● **SUPPLIED DATA**:
****************************************

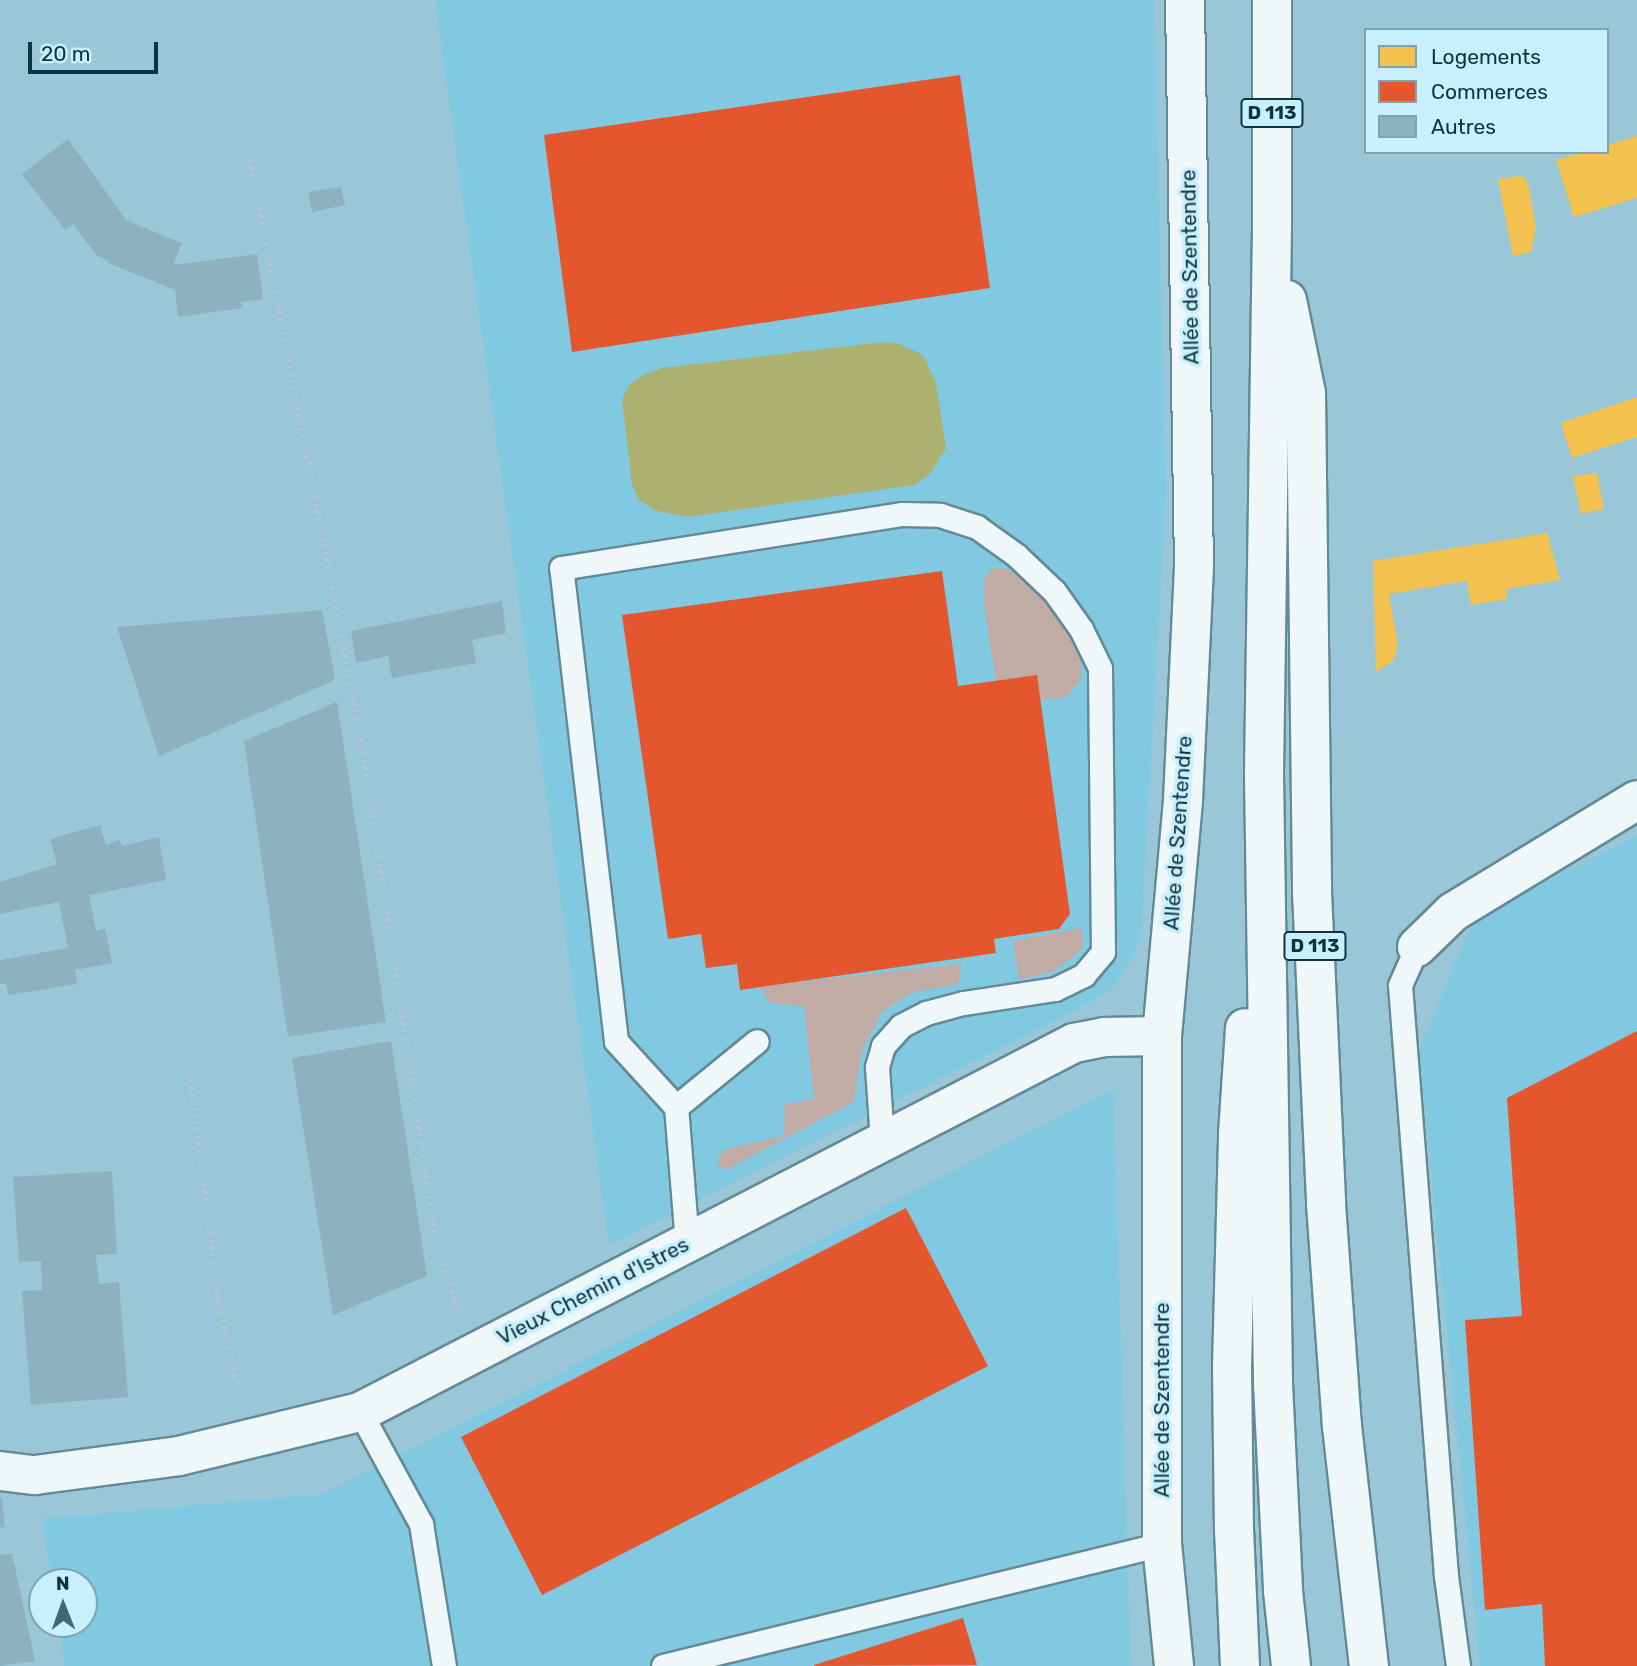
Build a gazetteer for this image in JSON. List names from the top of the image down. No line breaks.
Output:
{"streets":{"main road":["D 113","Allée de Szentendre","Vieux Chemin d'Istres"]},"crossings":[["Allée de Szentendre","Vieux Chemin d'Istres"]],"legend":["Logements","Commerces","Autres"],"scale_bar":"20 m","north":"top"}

****************************************

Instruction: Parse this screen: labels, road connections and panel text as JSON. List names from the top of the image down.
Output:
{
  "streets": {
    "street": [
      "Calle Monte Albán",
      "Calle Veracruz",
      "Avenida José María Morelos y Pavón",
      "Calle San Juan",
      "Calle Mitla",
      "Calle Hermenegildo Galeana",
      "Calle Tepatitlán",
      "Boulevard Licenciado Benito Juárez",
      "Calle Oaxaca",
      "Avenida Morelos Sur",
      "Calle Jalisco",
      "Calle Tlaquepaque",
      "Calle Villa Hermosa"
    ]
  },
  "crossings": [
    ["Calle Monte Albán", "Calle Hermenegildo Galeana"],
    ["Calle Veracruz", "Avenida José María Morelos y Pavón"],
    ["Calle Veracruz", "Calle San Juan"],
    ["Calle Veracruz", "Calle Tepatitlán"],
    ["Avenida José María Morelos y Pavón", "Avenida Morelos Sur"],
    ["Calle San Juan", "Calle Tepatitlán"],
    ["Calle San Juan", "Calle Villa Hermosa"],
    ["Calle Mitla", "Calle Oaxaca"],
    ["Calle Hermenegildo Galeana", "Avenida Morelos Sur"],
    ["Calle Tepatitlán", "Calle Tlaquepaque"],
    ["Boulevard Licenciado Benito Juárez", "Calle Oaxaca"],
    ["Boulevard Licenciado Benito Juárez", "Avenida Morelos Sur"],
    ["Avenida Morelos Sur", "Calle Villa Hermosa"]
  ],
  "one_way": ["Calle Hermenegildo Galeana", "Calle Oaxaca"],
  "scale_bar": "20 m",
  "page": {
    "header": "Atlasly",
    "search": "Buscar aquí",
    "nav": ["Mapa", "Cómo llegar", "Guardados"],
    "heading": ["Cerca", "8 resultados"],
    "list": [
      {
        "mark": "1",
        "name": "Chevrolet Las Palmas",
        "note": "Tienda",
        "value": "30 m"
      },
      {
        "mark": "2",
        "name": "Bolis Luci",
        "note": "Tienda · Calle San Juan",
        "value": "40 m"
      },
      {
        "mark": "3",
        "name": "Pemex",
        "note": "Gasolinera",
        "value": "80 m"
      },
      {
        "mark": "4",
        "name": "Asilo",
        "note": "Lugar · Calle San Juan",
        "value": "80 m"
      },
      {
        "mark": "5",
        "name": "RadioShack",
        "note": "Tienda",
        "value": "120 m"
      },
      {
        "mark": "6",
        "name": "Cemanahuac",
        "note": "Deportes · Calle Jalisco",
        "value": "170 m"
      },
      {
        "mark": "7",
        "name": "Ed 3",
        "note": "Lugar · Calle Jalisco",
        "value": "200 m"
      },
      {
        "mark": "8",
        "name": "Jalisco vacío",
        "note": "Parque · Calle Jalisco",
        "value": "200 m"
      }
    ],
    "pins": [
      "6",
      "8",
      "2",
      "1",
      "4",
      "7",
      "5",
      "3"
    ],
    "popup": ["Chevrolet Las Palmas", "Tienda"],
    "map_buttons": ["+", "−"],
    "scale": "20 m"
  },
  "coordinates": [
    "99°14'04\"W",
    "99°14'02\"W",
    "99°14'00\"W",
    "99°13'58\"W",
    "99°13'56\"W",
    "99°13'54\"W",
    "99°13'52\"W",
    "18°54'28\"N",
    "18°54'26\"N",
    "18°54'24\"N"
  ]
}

****************************************

Above are entries; state the number of lines among them that contain "JSON", and nothing else.

2